Looking forward, Rex said the ultimate goal is a "self-learning system where we start with a hypothesis or with a small design space and then let it continuously generate designs even in more detail." AI should support engineers’ innovative efforts.
Key Takeaways:
Generative AI's Potential in Complex Design: AI can navigate massive design spaces with hundreds of parameters, generating design proposals that meet specific engineering requirements like NOx emissions, pressure drop, and thermostatic stability. The approach allows for rapid exploration of design possibilities beyond traditional engineering methods.
Critical Importance of High-Quality Data and Computational Power: Rex emphasized that the success of generative AI depends entirely on the quality of underlying computational tools and data. The research requires sophisticated GPU clusters and a deep understanding of physical principles to generate meaningful design proposals.
AI as an Engineering Collaborator, Not a Replacement: Despite the advanced technological capabilities, Rex was clear that AI is a tool to augment, not replace, human engineering expertise. His vision is to create platforms like Horizon that allow engineers to focus on physics and engineering principles while AI handles complex computational tasks.
GE Aerospace
Zacharias said that in aerospace engineering, safety and innovative design optimization take center stage. Human intelligence plays a critical role: “Nobody wants to get on an airplane with an engine that was designed by AI,” he said.

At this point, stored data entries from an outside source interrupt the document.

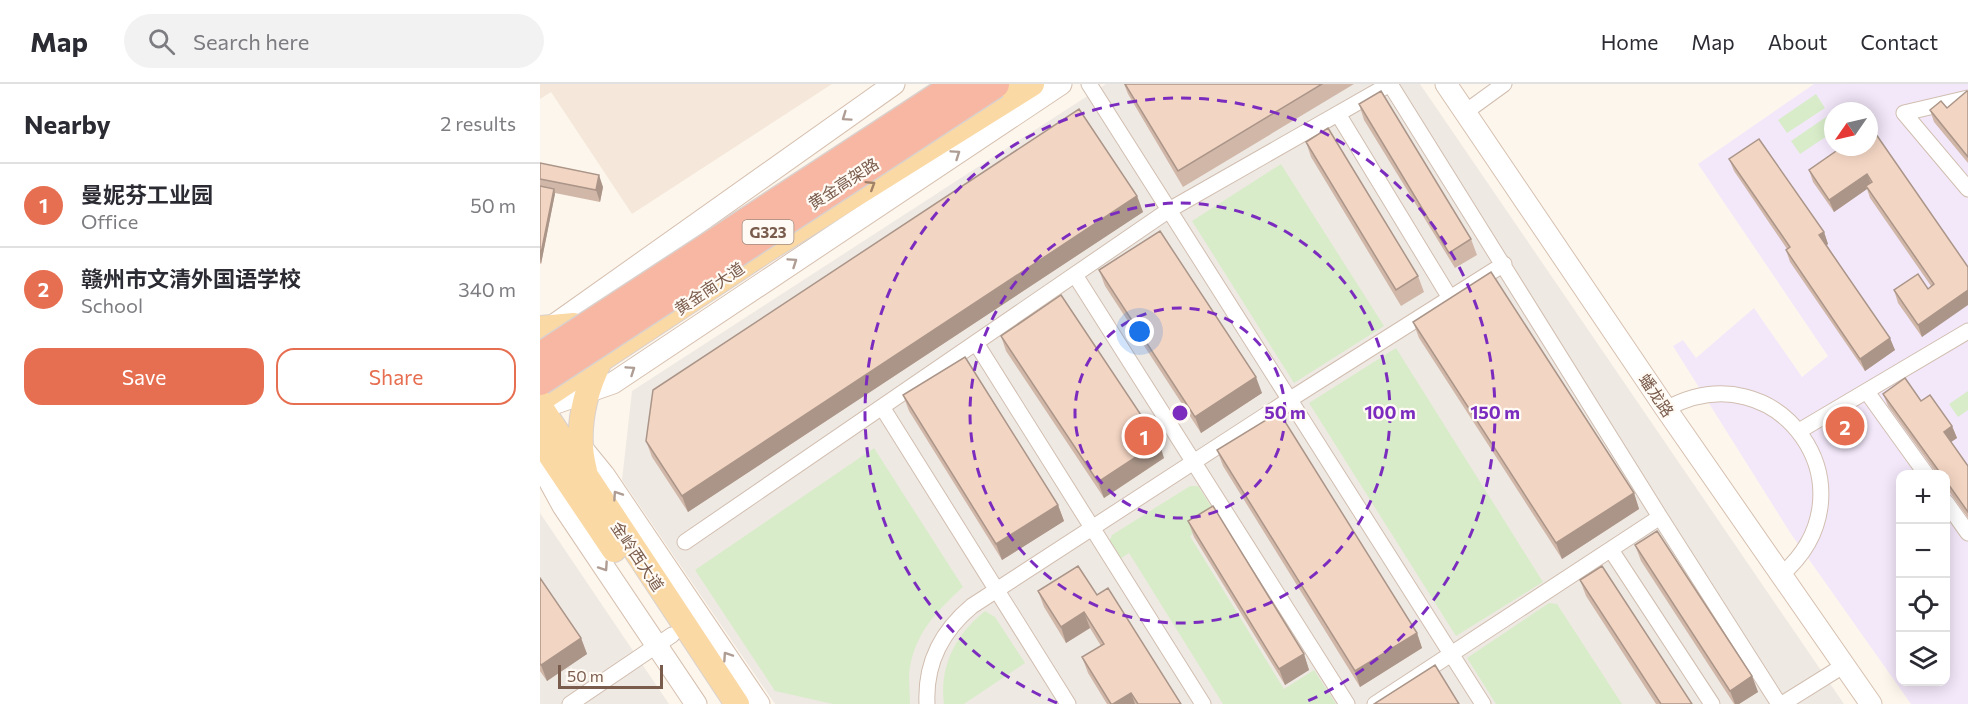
<!DOCTYPE html>
<meta charset="utf-8">
<style>
body{margin:0;font-family:Commissioner,"Noto Sans SC",sans-serif;background:#f2f2f3;color:#2b2b33}
.controls{position:absolute;right:18px;bottom:18px;display:grid;overflow:hidden;border-radius:12px;box-shadow:0 3px 15px #0003}
.controls button{width:54px;height:54px;display:grid;place-items:center;padding:0;border:0;border-bottom:2px solid #e1e1e2;background:#fff;color:#2b2b33;font:30px sans-serif}
.compass{position:absolute;left:1284px;top:18px;width:54px;height:54px;border-radius:50%;background:#fff;box-shadow:0 3px 15px #0003;rotate:236deg}
.scale{position:absolute;left:18px;bottom:15px;width:105px;box-sizing:border-box;padding-left:6px;border:3px solid #7a5c4d;border-top:0;font-size:16px;line-height:21px;white-space:nowrap;color:#7a5c4d;-webkit-text-stroke:4px #fffaf3;paint-order:stroke}
.you{position:absolute;left:600px;top:248px;width:21px;height:21px;margin:-15px;border:4px solid #fff;border-radius:50%;background:#1a73e8;box-shadow:0 0 0 9px #1a73e833}
.badge{display:grid;place-items:center;width:39px;height:39px;border-radius:50%;background:#e76f51;color:#fff;font-size:20px;font-weight:700}
.pin{position:absolute;translate:-50% -50%;border:3px solid #fff;box-shadow:0 2px 6px #0006}
.list{margin:0;padding:0;list-style:none}
h2{display:flex;justify-content:space-between;align-items:center;height:78px;margin:0;padding:0 24px;font-size:26px}
h2 small{font-size:20px;font-weight:400;color:#7c7c81}
.list li{display:grid;grid-template-columns:39px 1fr auto;gap:18px;align-items:center;box-sizing:border-box;height:84px;padding:0 24px;border-top:2px solid #e1e1e2}
.list b{display:block;font-size:22px;white-space:nowrap}
.list p{margin:0;font-size:20px;white-space:nowrap;color:#7c7c81}
.list em{font-size:20px;font-style:normal;color:#7c7c81}
.actions{display:flex;gap:12px;padding:18px 24px}
.actions a{flex:1;padding:14px 0;border:2px solid #e76f51;border-radius:18px;text-align:center;font-size:21px;color:#e76f51}
.actions .main{background:#e76f51;color:#fff}
.icon{flex:none;width:33px;height:33px;fill:none;stroke:currentColor;stroke-width:2;stroke-linecap:round;stroke-linejoin:round}
.map{position:relative;flex:none;width:1428px;height:620px;overflow:hidden}
header{display:flex;align-items:center;gap:36px;box-sizing:border-box;height:84px;padding:0 30px;background:#fff;border-bottom:2px solid #e1e1e2}
header strong{font-size:28px}
nav{display:flex;gap:33px;margin-inline-start:auto;font-size:21px}
.search{width:420px;height:54px;background:#f2f2f3;display:flex;align-items:center;gap:15px;box-sizing:border-box;padding:0 21px;border-radius:33px;color:#7c7c81;font-size:22px}
main{display:flex}
aside{flex:1;background:#fff}
.map>svg:first-child{display:block}
.residential{fill:#f5e8da}
.industrial{fill:#efe9e4}
.education{fill:#f3e8fa;fill-rule:evenodd}
.green{fill:#d8ecc9}
.lines{fill:none;stroke-linecap:round;stroke-linejoin:round}
.street-casing{stroke:#d1beb0;stroke-width:17}
.secondary-casing{stroke:#d6c0b0;stroke-width:23}
.primary-casing{stroke:#dad1cd;stroke-width:26}
.street{stroke:#fff;stroke-width:15}
.secondary{stroke:#fff;stroke-width:21}
.primary{stroke:#fbd9a5;stroke-width:24}
.highway-bridge-casing{stroke:#dad1cd;stroke-width:31;stroke-linecap:butt}
.highway-bridge{stroke:#f7b7a3;stroke-width:28}
.wall{fill:#d1b7a8}
.shaded-wall{fill:#aa9588}
.building{fill:#f3d5c3;stroke:#aa9588;stroke-width:1.5}
.oneway{stroke:#af9d94}
.oneway2{stroke:#a18267}
.ring{fill:none;stroke:#7b2cbf;stroke-width:3;stroke-dasharray:10 8}
.labels{text-anchor:middle;dominant-baseline:central;stroke-width:4.5;stroke-linejoin:round;paint-order:stroke}
.shield{fill:#fffaf3;stroke:#a28b7f;stroke-width:1.5}
.shield-label{font-size:15px;font-weight:bold;fill:#7a5c4d}
.street-label{font-size:16px;fill:#7a5c4d;stroke:#fffaf3}
.centre{fill:#7b2cbf;stroke:#fffaf3;stroke-width:3}
.ring-label{font-size:18px;text-anchor:middle;font-weight:bold;fill:#7b2cbf;stroke:#fffaf3;stroke-width:4.5;stroke-linejoin:round;paint-order:stroke}
</style>
<header>
<strong>Map</strong>
<div class="search"><svg class="icon" aria-label="search" viewBox="0 0 24 24"><circle cx="10" cy="10" r="6"/><path d="M15 15l6 6"/></svg>Search here</div>
<nav><a>Home</a><a>Map</a><a>About</a><a>Contact</a></nav>
</header>
<main>
<aside>
<h2>Nearby<small>2 results</small></h2>
<ul class="list">
<li><span class="badge">1</span><div><b>曼妮芬工业园</b><p>Office</p></div><em>50 m</em></li>
<li><span class="badge">2</span><div><b>赣州市文清外国语学校</b><p>School</p></div><em>340 m</em></li>
</ul>
<div class="actions"><a class="main">Save</a><a>Share</a></div>
</aside>
<div class="map">
<svg width="1428" height="620" viewBox="0 0 1428 620">
<rect width="100%" height="100%" fill="#fdf6ec"/>
<path class="residential" d="M0 0H292L92 130 11 8 0 15Z"/>
<path class="industrial" d="M566 0H880L1304 620H235L82 396 92 307Z
M0 429 129 620H0Z"/>
<path class="education" d="M1274 0H1428V620H1371L1251 450 1133 262 1143 256 1156 274 1214 224 1262 293 1288 272 1158 80ZM1293 27H1329V63H1293ZM1360 390H1406V598H1360Z"/>
<path class="green" d="M1276 10 1285 24 1247 49 1238 36Z
M1289 31 1293 37V48L1260 70 1251 57Z
M741 80 844 242 754 299 652 137Z
M856 264 1003 498 916 552 769 319Z
M1428 307V326L1418 333 1409 320Z
M334 364 423 503C398 526 376 548 370 583 368 594 370 608 370 620H293L235 607 155 486Z
M650 402H658L678 433 650 452 744 605 774 586 796 620H683L589 469 580 475 569 458 572 451Z
M1009 519 1017 520 1082 620H956L927 574Z
M445 527 455 533 485 579 424 620H404C399 582 416 550 445 527Z"/>
<g class="lines">
<defs>
<path id="street" d="M549 0 943 620
M850 0 1120 433 1239 620
M1428 14 1364 29 1428 105
M924 29 964 0
M798 30 910 214
M535 191 807 620
M436 259 663 620
M1327 308 1386 390
M342 323 528 620
M1126 325C1239 263 1339 407 1241 491
M1259 347 1428 247
M1406 418 1428 449
M145 458 629 126 850 0
M1071 466 1172 620
M30 620 132 551
M387 620C385 580 402 547 432 522L749 316 964 180
M835 620 1120 433
M1242 620 1303 582"/>
<path id="secondary" d="M906 0 1126 325 1331 620
M7 246 354 0
M0 327 10 321 73 299 521 0
M38 359 64 391 219 620
M0 380 23 422 156 620"/>
<path id="primary" d="M0 244 34 241
M0 316 225 167 492 0
M0 322 197 620
M0 356 74 466
M45 387C35 349 43 312 60 277"/>
</defs>
<use href="#street" class="street-casing"/>
<use href="#secondary" class="secondary-casing"/>
<use href="#primary" class="primary-casing"/>
<use href="#street" class="street"/>
<use href="#secondary" class="secondary"/>
<use href="#primary" class="primary"/>
<defs>
<path id="highway-bridge" d="M0 273 418 0
M0 297 455 0"/>
</defs>
<use href="#highway-bridge" class="highway-bridge-casing"/>
<use href="#highway-bridge" class="highway-bridge"/>
</g>
<path class="wall" d="M584 0H814L643 103 588 10Z
M1428 8V79L1394 38 1390 26 1407 24Z
M819 20 931 155 937 171 915 184 824 36Z
M766 58 878 192 884 208 861 222 771 73Z
M1302 63 1428 183 1382 253 1358 219 1354 206 1388 205 1391 202 1330 114 1327 105 1294 128 1273 98 1269 86Z
M1189 75 1284 148 1288 160 1287 161 1355 266 1325 287 1250 178 1246 166 1247 165 1194 87Z
M0 79 63 103 60 118 15 109 1 180 0 179Z
M597 112 603 128 148 428 112 373 106 357Z
M559 186 722 309 661 349 565 202Z
M873 238 1094 409 1099 425 1022 475 879 254Z
M461 252 624 374 564 414 466 267Z
M1343 310 1381 317 1412 342 1417 354 1411 358 1428 382V434L1406 403V390H1397L1348 322Z
M363 311 518 421 524 437 462 476 369 327Z
M677 366 877 549 882 564 820 603 683 382Z
M648 437 764 570 769 586 745 601 654 453Z
M1095 461 1212 592 1218 608 1199 620H1194L1101 477Z
M0 494 41 554 47 570 7 597 0 587Z
M1040 496 1152 620H1116L1046 512Z
M498 507 557 511 641 620H567L548 589 542 573 561 562 550 544 526 559 504 523Z"/>
<path class="shaded-wall" d="M1327 90 1332 102H1326L1327 105 1294 128 1289 116Z
M59 91 63 103 60 118 56 106Z
M14 105 15 110 1 180 0 174Z
M597 112 603 128 148 428 142 412Z
M1284 148 1288 160 1284 163 1279 151Z
M1428 206V221L1382 253 1378 241Z
M1350 254 1355 266 1325 287 1320 275Z
M716 293 722 309 661 349 655 333Z
M1412 342 1417 354 1408 360 1404 348Z
M619 358 624 374 564 414 558 398Z
M1094 409 1099 425 1022 475 1016 459Z
M518 421 524 437 462 476 456 460Z
M544 528 550 544 526 559 521 543Z
M877 549 882 564 820 603 815 587Z
M41 554 47 570 7 597 1 581Z
M764 570 769 586 745 601 739 585Z
M1212 592 1218 608 1199 620H1195L1190 607Z
M591 609 595 620H573Z"/>
<path class="building" d="M585 0H782L638 87Z
M841 7 931 155 909 169 819 20Z
M1427 7 1428 8V73L1390 26 1401 17 1407 24Z
M539 25 597 112 142 412 106 357 113 306Z
M1331 43 1428 183V206L1378 241 1354 206 1378 190 1388 205 1394 200 1326 102 1332 98 1327 90 1289 116 1269 86 1302 63H1329V45Z
M788 44 878 192 856 206 766 58Z
M1219 55 1284 148 1279 151 1350 254 1320 275 1246 166 1250 163 1189 75Z
M0 79 59 91 56 106 0 95Z
M0 102 14 105 0 174Z
M620 147 716 293 655 333 559 186Z
M951 188 1094 409 1016 459 873 238Z
M521 211 619 358 558 398 461 252Z
M425 273 518 421 456 460 363 311Z
M1365 294 1381 317 1390 311 1412 342 1404 348 1428 382V428L1406 397V390H1401L1343 310Z
M739 328 877 549 815 587 677 366Z
M673 422 764 570 739 585 648 437Z
M1117 447 1212 592 1190 607 1095 461Z
M538 482 557 511 568 504 641 620H598L591 609 573 620H571L542 573 564 560 544 528 521 543 498 507Z
M1062 482 1152 620H1121L1040 496Z
M0 494 41 554 1 581 0 579Z
M895 581 919 620H834Z"/>
<defs><path id="oneway-chevron" d="M-2-3.5L2.5 0L-2 3.5" fill="none" stroke-width="1.6" stroke-linecap="round" stroke-linejoin="round" transform="scale(1.5)"/></defs>
<g class="oneway">
<use href="#oneway-chevron" transform="translate(306 33) rotate(145)"/>
<use href="#oneway-chevron" transform="translate(416 70) rotate(-34)"/>
<use href="#oneway-chevron" transform="translate(253 178) rotate(-34)"/>
<use href="#oneway-chevron" transform="translate(91 286) rotate(-34)"/>
<use href="#oneway-chevron" transform="translate(77 411) rotate(-124)"/>
<use href="#oneway-chevron" transform="translate(64 483) rotate(56)"/>
<use href="#oneway-chevron" transform="translate(187 572) rotate(-124)"/>
</g>
<use class="oneway2" href="#oneway-chevron" transform="translate(331 101) rotate(-32)"/>
<g class="ring">
<circle cx="640" cy="329" r="105"/>
<circle cx="640" cy="329" r="210"/>
<path d="M517 619A315 315 0 1 1 763 619"/>
</g>
<g class="labels">
<rect class="shield" x="202.5" y="136" width="51" height="24" rx="4.5"/>
<g class="shield-label">
<text x="228" y="148">G323</text>
</g>
<g class="street-label">
<text transform="translate(303 99) rotate(-33)">黄金高架路</text>
<text transform="translate(169 204) rotate(-34)">黄金南大道</text>
<text transform="translate(1117 311) rotate(56)">蟠龙路</text>
<text transform="translate(98 472) rotate(56)">金岭西大道</text>
</g>
</g>
<circle cx="640" cy="329" r="9" class="centre"/>
<g class="ring-label">
<text x="745" y="335">50 m</text>
<text x="850" y="335">100 m</text>
<text x="955" y="335">150 m</text>
</g>
</svg>
<div class="controls">
<button>+</button>
<button>−</button>
<button><svg class="icon" aria-label="locate" viewBox="0 0 24 24"><circle cx="12" cy="12" r="6"/><path d="M12 2v4M12 18v4M2 12h4M18 12h4"/></svg></button>
<button><svg class="icon" aria-label="layers" viewBox="0 0 24 24"><path d="M12 4l9 5-9 5-9-5zM3 14l9 5 9-5"/></svg></button>
</div>
<svg class="compass" viewBox="-18 -18 36 36"><path d="M0-13l5 13h-10z" fill="#e53935"/><path d="M0 13l5-13h-10z" fill="#7c7c81"/></svg>
<div class="scale">50 m</div>
<div class="you"></div>
<div class="pin badge" style="left:604px;top:352px">1</div>
<div class="pin badge" style="left:1305px;top:342px">2</div>
</div>
</main>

Zacharias shared a real-life combustion dynamics example, where one of the team’s combustors had a debilitating combustion dynamic, and “we had to figure out how to kill this dynamic so that we had a safe and stable combustion system,” he said. “Generally, there's a source of unsteadiness somewhere in the combustor that triggers the resonance somewhere, and it just accelerates. In this example, we had a 500 Hz combustion dynamics problem that we believe was caused by unsteadiness in the swirler upstream of the vortex breakdown bubble.”
The approach to this complex combustion problem? To combine engineering intuition with advanced computational techniques. By parameterizing the swirler design with "eight or 10 independent variables," they developed a sophisticated optimization strategy. Their methodology involved creating a surrogate model through a comprehensive design exploration. “We carpet bomb[ed] the design space [by running] hundreds of thousands of combinations" using a neural network model that could process calculations in "three thousandths of a second,” he said.
The ultimate goal is to advance design optimization, with the potential of "inverse neural nets" that can fundamentally transform the design process. "We want to flip the problem over," he noted, "give it the Ys, the outputs that we want, and have it spit out the Xs."
This approach represents a significant leap in engineering design, balancing computational power with human expertise and safety considerations.
Key Takeaways
Safety is Paramount in Aerospace Engineering: Human intelligence and safety are critical, particularly in aerospace. "At GE Aerospace, safety is job number one; safety, above all else."
Advanced Design Optimization Through AI and Computational Modeling: Zacharias showcased a sophisticated approach to solving complex engineering challenges using AI and computational techniques. By creating a surrogate model, the team could explore hundreds of thousands of design combinations quickly, reducing computational time from days to milliseconds.
Future of Design: Inverse Neural Networks: The next frontier of design optimization is inverse neural networks. Instead of traditional methods of exploring design spaces, the goal is to "flip the problem over", allowing engineers to input desired outputs and have the system generate potential design solutions, fundamentally transforming the design process.